We’ll be examining the council’s decision to regulate street entertainers in more detail this week. But, ahead of that, there’s a mass communal busk to celebrate Liverpool’s thriving street culture, tomorrow (Monday 9 July) between 12 and 3 on Church Street.

The event will start outside Primark – come down, with your instrument of choice if you like, and join them in a communal, peaceful and joyful celebration.

Liverpool City Council, in case you didn’t know, is bringing in a restrictive new policy limiting street performance only to those who’ve signed up to an official vetting procedure. There are, as you’d imagine, arguments on both sides of the pan pipe fence.

And we’re fans of some street entertainers more than others. But we’re unequivocally against legislating away a man in white sheet, or a dancing teddy bear. As our city centres get ever more hermetically sealed, the random acts of street performers are, perhaps, our last stand against creeping clone-townism. But, oh, can you guess which side Cllr Munby falls.

Funphobic? Who?

According to Ged Gibbons, CEO of the Business Improvement District, the new measures will: ‘Greatly enhance Liverpool’s ability to attract the very best buskers and will add a new dimension to the visitors experience…Buskers themselves will benefit from a better regulated process…retailers and shoppers will be delighted the city has finally made this leap.”

If you want to show your support for Liverpool’s street culture, you can visit the Keep Streets Live campaign page here

Here is the facebook event page: See you there.

There’s a petition you can sign here, too

6 Responses to “Demo to save Buskers”

  1. James

    I think the council’s idea is a good one, and personally am glad they’re not just standing on the sidelines on this.

    As Liverpool has become more and more popular with visitors, it also becomes more popular with buskers who obviously stand to make a lot more cash from standing on one of our streets than they would in a small non-tourist town.

    By all means, let people cash in and ply their trade, but only if they bring something to the city instead of just leeching off our hard won tourist trade, and certainly not if they have the effect of damaging it. How fair is it any shop that has cack music blaring outside, both to the workers who have to work all day listening to it, and the effect it might have on reducing the number of people through their doors?

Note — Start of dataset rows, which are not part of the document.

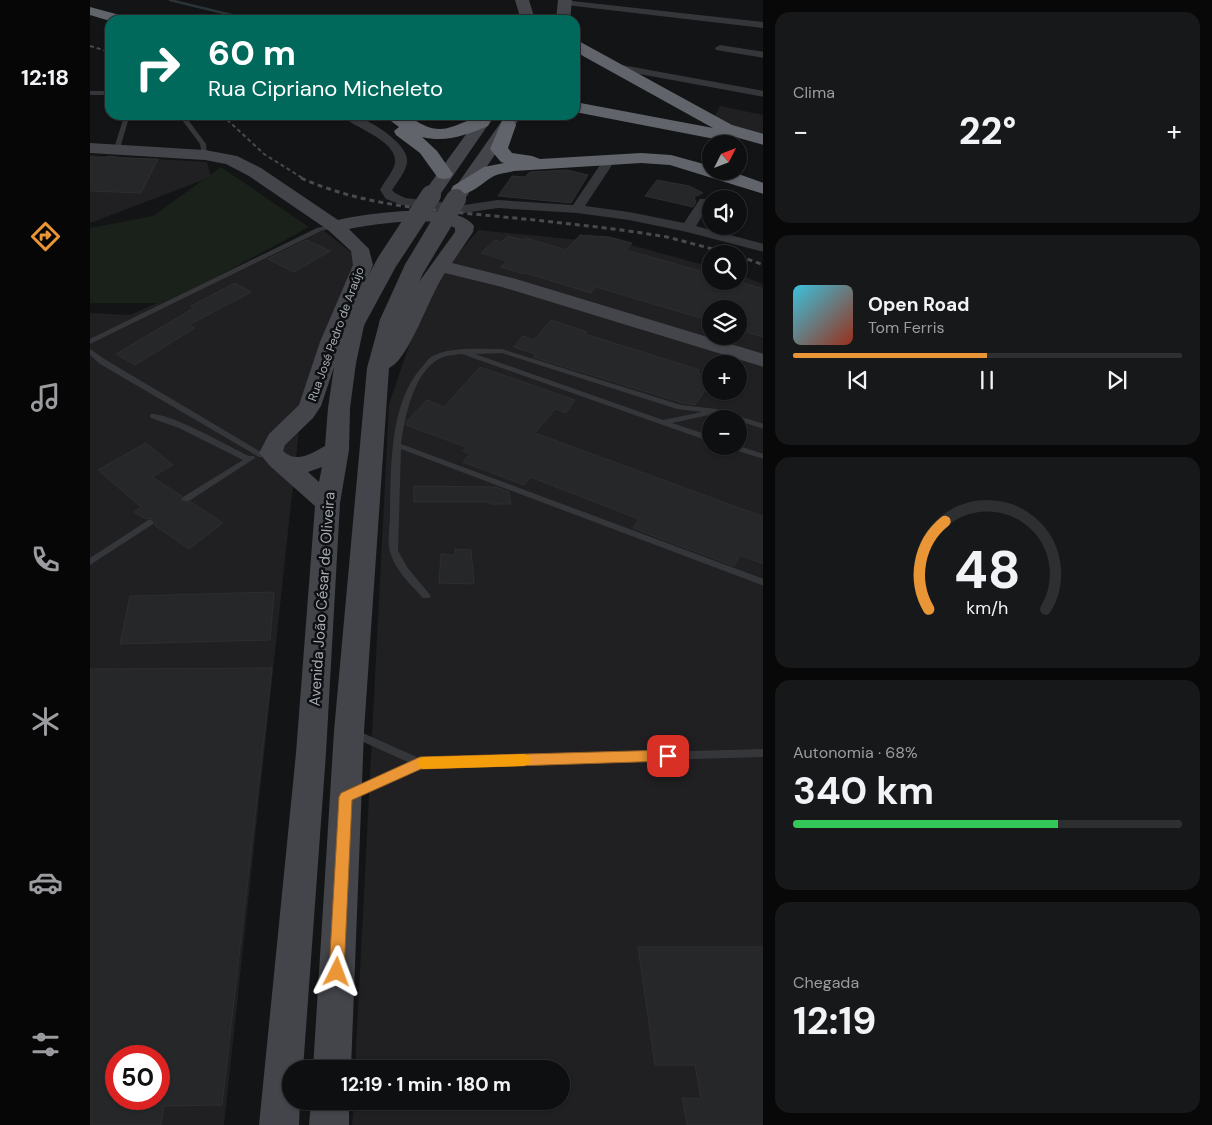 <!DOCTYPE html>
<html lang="pt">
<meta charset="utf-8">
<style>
body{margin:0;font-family:"DM Sans",sans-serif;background:#171819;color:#f1f3f6;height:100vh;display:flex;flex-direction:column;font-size:19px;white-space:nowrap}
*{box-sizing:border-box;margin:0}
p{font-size:16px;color:#9b9c9f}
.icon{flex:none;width:28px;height:28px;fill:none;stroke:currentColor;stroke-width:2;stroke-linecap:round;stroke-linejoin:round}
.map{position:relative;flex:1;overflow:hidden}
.details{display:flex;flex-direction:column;gap:12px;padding:12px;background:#080809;width:449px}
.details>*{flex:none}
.banner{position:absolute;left:15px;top:15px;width:475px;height:105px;border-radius:15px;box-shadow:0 1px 4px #0004,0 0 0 1px #2e2f30;background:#00695c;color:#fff;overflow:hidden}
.needle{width:32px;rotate:48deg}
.controls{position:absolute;left:612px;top:135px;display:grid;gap:10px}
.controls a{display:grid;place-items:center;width:45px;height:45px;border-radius:50%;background:#0e0f10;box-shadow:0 1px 4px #0004,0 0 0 1px #2e2f30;font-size:25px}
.speed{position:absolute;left:15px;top:1045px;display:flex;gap:10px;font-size:25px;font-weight:700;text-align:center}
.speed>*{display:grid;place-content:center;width:65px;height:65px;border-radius:50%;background:#0e0f10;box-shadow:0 1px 4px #0004,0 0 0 1px #2e2f30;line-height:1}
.speed .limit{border:8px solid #d22;background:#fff;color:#111}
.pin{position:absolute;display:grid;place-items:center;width:42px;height:42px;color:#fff;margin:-21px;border-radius:10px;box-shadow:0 2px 8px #0006}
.me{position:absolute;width:55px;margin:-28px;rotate:3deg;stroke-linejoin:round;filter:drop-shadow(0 0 4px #0008)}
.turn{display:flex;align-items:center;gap:18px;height:105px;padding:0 20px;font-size:22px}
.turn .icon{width:65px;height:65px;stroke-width:2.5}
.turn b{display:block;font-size:35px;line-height:42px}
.big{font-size:38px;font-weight:700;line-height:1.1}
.details .widget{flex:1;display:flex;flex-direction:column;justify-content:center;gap:8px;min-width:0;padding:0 18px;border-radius:15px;background:#171819}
.details .dial{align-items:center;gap:0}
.dial svg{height:130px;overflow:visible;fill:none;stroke:#2e2f30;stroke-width:7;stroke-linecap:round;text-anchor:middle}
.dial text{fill:#f1f3f6;stroke:none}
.song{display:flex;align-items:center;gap:15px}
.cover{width:60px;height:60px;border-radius:8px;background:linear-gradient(135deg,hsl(190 70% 55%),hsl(10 70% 35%))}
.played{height:5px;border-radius:2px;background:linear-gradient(90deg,#ea9536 50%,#2e2f30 50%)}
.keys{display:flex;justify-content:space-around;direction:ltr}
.heat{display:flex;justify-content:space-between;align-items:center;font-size:28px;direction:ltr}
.charge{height:8px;border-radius:4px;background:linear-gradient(90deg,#34c759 68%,#2e2f30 0)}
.trip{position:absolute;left:192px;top:1060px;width:288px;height:50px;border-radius:25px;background:#0e0f10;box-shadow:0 1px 4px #0004,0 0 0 1px #2e2f30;font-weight:700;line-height:50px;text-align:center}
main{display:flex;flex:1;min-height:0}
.tab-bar{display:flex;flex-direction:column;width:90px;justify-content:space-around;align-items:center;background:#060606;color:#9b9c9f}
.tab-bar .icon{width:35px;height:35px}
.tab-bar .active{color:#ea9536}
.tab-bar b{font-size:22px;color:#f1f3f6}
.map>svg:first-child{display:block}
.built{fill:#202022;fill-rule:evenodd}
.green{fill:#1a201a}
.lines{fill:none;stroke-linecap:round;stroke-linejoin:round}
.stream{stroke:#2a3438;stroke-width:2.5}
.building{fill:#262729;stroke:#2e2e31;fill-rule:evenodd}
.lane{fill:#35363a;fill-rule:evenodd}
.street{fill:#35363a;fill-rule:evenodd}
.secondary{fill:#43454a;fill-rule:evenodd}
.highway{fill:#61656b;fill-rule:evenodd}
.rail-far1{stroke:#484a4f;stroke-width:2;stroke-dasharray:4 3;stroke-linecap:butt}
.rail{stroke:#484a4f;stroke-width:3;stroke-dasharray:5 4;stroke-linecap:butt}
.secondary-bridge{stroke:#43454a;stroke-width:20}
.route{fill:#ea9536;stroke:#986123}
.slow{fill:#f59e0b}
.labels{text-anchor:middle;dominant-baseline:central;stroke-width:5;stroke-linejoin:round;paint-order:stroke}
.far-street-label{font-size:12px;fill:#a6acb5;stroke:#0e0f10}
.street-label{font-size:15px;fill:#a6acb5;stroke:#0e0f10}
</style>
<main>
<nav class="tab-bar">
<b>12:18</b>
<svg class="icon active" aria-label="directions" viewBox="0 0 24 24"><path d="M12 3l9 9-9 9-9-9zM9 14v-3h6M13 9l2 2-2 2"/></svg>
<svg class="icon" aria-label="music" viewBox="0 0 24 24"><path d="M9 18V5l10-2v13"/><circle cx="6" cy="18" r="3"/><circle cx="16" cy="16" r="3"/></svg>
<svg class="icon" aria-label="phone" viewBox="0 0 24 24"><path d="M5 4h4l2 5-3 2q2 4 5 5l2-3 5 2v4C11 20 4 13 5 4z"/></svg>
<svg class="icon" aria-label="climate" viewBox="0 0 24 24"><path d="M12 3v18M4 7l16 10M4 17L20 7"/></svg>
<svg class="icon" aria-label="car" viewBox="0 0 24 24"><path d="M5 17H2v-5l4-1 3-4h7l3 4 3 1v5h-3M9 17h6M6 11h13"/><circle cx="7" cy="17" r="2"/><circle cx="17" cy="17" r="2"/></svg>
<svg class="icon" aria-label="filters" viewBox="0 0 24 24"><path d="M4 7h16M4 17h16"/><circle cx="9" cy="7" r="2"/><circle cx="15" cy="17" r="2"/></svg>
</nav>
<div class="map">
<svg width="674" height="1125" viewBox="0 0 674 1125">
<rect width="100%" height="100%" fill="#131415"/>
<path class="built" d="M630,106L673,115V136L641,126L624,117Z
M0,155L117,162L121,177L0,223Z
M233,230L271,260L211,411L134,1125H0V313L40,315ZM26,1056H69V1099H26Z
M388,230L541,245L621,267V281H649V275L673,284V1125H262L264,1101H471V1069H265L299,404L338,290ZM621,309H649V336H621ZM621,364H649V391H621ZM621,419H649V446H621Z"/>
<path class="green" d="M131,167L219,227L79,303H0V228L63,216Z"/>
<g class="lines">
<path class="stream" d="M80,0L162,20"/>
</g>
<path class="building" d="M18,156L35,158L68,159L51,193L0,191V157L17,158Z
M477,170L498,175L481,203L408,196L422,176L435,177L440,172Z
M567,180L599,186L613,193L604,197L606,202L603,207L555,196Z
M490,235L519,237L542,243L536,250L621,274V281H647L674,289V337L649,330V309H621V321L506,287L501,293L436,273L434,274L411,267L417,261L391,253L405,240L412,242L418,236L433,240L436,238L476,250Z
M217,240L240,251L204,272L178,259Z
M145,283L161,292L99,325L105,328L45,365L26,354L104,308L101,306Z
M461,320L497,332L495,334L610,370L608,373L621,378V381L605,405L593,403L443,357L445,354L424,347L433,336L444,340Z
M390,367L485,400L476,413L465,409L445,433L674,517V564L650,555L644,566L543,528L549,519L440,477L434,485L373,462L380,454L373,451L376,447L316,425L317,421L337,400L354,407Z
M56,443L83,465L62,477L92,496L91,502H101L133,523L99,549L64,525L66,522L61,518L56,519L44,512L51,507L8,470Z
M324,486L406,487L419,492L421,504H401L398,502H324Z
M365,549L381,550L384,584L349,583L351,554L365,555Z
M184,592L180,640L30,644L40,596Z
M182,668L132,1105L74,1106L71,1125H0V669ZM26,1056H69V1099H26Z
M548,947H674V1125H597L592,1098L611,1099L605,1065H565Z"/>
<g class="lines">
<path class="lane" d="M0,91H20V95H0Z
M47,115H53L47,120L38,121L30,148L25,149L24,148L33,120L43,118Z
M73,115L96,117L116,144L117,156L112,155L110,144L92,120H79Z
M245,224L248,226L247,227L231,231L0,344V339L227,228Z
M0,349L16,360L176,455L175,457H169L10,364L0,355Z
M412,349L591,405L626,409L674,424V429L649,421V419H641L623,413L619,415L582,423L621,436V442L372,354C364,355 356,355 349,359C323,373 315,417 311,444L674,579V586L311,449L308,551L317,567L341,596L339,598H333C321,585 305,570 300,552C297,541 300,526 300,514C301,468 299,405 331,368C334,365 337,360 341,357C358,346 392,349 412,349ZM412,353L587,409L612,412L573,420L385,354Z
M61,414C79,412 140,447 159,456H164L165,458L99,501H93L92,499L93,497L153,460L89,428L61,418L60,416Z
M637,446H649L674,454V459L638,448Z
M60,519L64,522L63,524L0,565V558Z
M264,729L331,759L674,749V757L331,767L263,799L259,797L258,794L259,791L320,763L260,736L259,733L260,730Z"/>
<path class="street" d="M473,0L674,22V28L476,5L473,4Z
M630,45L674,52V58L626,50L625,48Z
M521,63L674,91V97L517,68L516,66L517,64Z
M251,115C256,115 262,114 267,116C282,122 319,144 317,162C316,172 307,182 302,190L305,193L315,198L374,205L408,200L483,205L512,162L516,161L522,165L495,206L539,212L594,223L610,199H620L621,202L606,226L674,244V252L597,232L539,220L487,213L408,208L374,213L312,205L296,199L290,190C294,182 303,172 305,163C308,140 263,128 251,115Z"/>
<path class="secondary" d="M425,0H439L445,20H431Z
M468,0H482L480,20H466Z
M390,115H407L398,125L347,199L341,200L335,199L332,195Z
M416,115H432L372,203L366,204L360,203L357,199Z
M0,143L115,150L147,156L171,168L248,220C275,214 366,200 384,226L383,232L362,263L426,279L674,354V367L412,287L355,273C340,294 319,360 299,368L274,731L261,1069H223L244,731L277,368L289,324L292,320L299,318L306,320L308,323L326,286L365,232V228C342,215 285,224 259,229L279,249L283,265L262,315L272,317L275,321L266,363L260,408L259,450L250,503L236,753L213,1069H201V1101H210L209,1125H169L206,753L225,506L180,466L169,453L179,434L209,405L230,342L263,265L261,251L238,230L159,176L136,164L115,160L0,153ZM244,367L238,408L235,446C222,453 207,464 193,451L195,445L223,418L231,406ZM232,467L229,482L218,472Z
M221,1101H259V1125H219Z"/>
<path class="highway" d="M0,7L37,17L39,20L20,21L0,15Z
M437,16L443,17L445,20H430L432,17Z
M485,39L642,125L674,134V145L638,135L636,139L630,140L485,112V102L623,128L493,56L485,50Z
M293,115C299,115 307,114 313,115C325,118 334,129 349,129C366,130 382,114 398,118L400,122L398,126C376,135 356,143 332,137L347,151L363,174L360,178L354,179L348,178L330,153L306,135L304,131L309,127Z
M418,120L424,121L426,125L418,148L422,153L442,156L450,159L551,153L581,155L621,166V171H640L674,183V194L580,165L551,163L424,171C417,173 410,173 404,176C391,183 379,198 363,194L361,190L363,186L394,167L414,163L411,162L400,149L412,121Z"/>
<path class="rail-far1" d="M0,46L20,52
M132,115L174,154L214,179"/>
<path class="rail" d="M211,178C269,204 331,209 394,215C445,220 495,225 546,232L577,237L642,254
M649,256L674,265"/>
<path class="secondary-bridge" d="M265,321L297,262L341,195
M299,324L324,269L366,199"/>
</g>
<path class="route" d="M578,750L583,752L585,756L583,760L578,761L331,769L262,800L254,972L252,977L247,979L241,977L239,972L249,797L251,793L330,757Z"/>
<path class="slow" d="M434,754L439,756L441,760L439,764L434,766L333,769L329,767L327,763L329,759L333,757Z"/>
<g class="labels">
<g class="far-street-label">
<text transform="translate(246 334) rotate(-70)">Rua José Pedro de Araújo</text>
</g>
<g class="street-label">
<text transform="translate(232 599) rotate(-86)">Avenida João César de Oliveira</text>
</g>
</g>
</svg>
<div class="controls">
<a><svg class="needle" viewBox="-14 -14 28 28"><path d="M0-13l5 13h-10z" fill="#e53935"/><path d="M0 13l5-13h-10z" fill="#9b9c9f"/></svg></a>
<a><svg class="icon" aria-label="sound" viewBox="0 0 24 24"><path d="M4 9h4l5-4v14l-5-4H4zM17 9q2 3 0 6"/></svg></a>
<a><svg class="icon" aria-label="search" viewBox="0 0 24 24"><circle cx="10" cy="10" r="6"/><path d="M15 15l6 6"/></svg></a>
<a><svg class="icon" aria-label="layers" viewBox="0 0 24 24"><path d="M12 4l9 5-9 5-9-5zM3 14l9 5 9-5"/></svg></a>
<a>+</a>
<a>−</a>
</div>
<div class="speed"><div class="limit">50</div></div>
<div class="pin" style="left:578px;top:756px;background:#d93025"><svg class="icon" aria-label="arrive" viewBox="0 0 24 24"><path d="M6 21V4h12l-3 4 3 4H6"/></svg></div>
<svg class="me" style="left:247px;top:972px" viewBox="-20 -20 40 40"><path d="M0-17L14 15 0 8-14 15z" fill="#ea9536" stroke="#fff" stroke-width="4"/></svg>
<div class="trip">12:19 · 1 min · 180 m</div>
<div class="banner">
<div class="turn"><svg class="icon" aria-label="right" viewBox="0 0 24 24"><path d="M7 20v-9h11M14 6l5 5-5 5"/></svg><div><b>60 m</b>Rua Cipriano Micheleto</div></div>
</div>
</div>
<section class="details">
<div class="widget"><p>Clima</p>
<div class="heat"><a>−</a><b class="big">22°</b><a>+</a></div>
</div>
<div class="widget">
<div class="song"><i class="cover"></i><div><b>Open Road</b><p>Tom Ferris</p></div></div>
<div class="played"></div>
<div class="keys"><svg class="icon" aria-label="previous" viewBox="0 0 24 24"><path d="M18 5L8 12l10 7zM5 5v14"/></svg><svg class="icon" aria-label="pause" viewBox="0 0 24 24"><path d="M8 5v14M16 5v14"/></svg><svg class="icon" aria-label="next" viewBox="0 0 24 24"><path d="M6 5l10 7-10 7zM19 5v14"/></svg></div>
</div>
<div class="widget dial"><svg viewBox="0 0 100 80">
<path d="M14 69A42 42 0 1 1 86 69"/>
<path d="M14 69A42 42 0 0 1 24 15" stroke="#ea9536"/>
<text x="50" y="56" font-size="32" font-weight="700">48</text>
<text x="50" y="72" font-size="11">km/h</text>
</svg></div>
<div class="widget"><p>Autonomia · 68%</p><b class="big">340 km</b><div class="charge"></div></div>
<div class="widget"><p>Chegada</p><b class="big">12:19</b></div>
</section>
</main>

    Also, as a major tourist destination, it’s a serious business to manage the reputation of the city and ensure that people have a good experience when they walk the streets, so that they tell others.

    No, I think the only questions to be asked about this are to ensure that any license fee is fair and affordable (including perhaps a discounted fee for local musicians?), and to ensure that it is musical people who judges who gets a license.

  2. Ringo

    Hell yeah!

    I love to guy who plays Nino Rota’s Godfather theme on accordion, for instance… and this new law will make it harder for people like him. Instead, we’ll get lots of those LIPA buskers.

  3. Ringo

    PS: I totally disagree with James.

    Some buskers are better than others, but over the years my experience of going to town, shopping etc has never been spoiled by a bad busker.

    The few times when bad music spoiled my shopping experience, the music was being blasted from the shop’s own speakers…

    All this talk of “major tourist destination, serious business , manage the reputation, etc etc” just sounds like corporate speech to me. Buskers don’t spoil any reputation, but stupid laws might.

    Also, a great city is always about things more organic, random and natural than just things you can control and regulate all the time! it’s almost like the council is trying to design a “Liverpool Experience”, as artificial as walking in Tescos, with everything you hear and see meticulously planned.

    Leave the buskers alone!

    Everything Ged Gibbons said is nonsense.

  4. Visitors to our city come because of its reputation as a vibrant, creative city and this includes its reputation for music. A multitude of buskers offering different genres from different cultures is what is expected and the carnival atmosphere at the weekend and early evenings in Church Street presents the city as it should be.

    We do not need ‘uniformity’ or a reduction in numbers of performers.

    I don’t disagree per se with licensing busking, I just don’t feel the council have got this strategy right.

    I understand that it will be being reviewed in 3 months time, so lets all make sure we record the issues that arise in the next 3 months and push them through the appropriate channels.

    I agree with Ringo – music from a big neighbouring shop sometimes makes it impossible for us to speak to our customers

  5. I won’t name the Southern town, but last year I was one of several writers who were required by the local council to take out public liability insurance because we were reading from and discussing our work at their arts festival. We refused. They backed down. I wonder if the buskers should take that stand too. Good luck to them!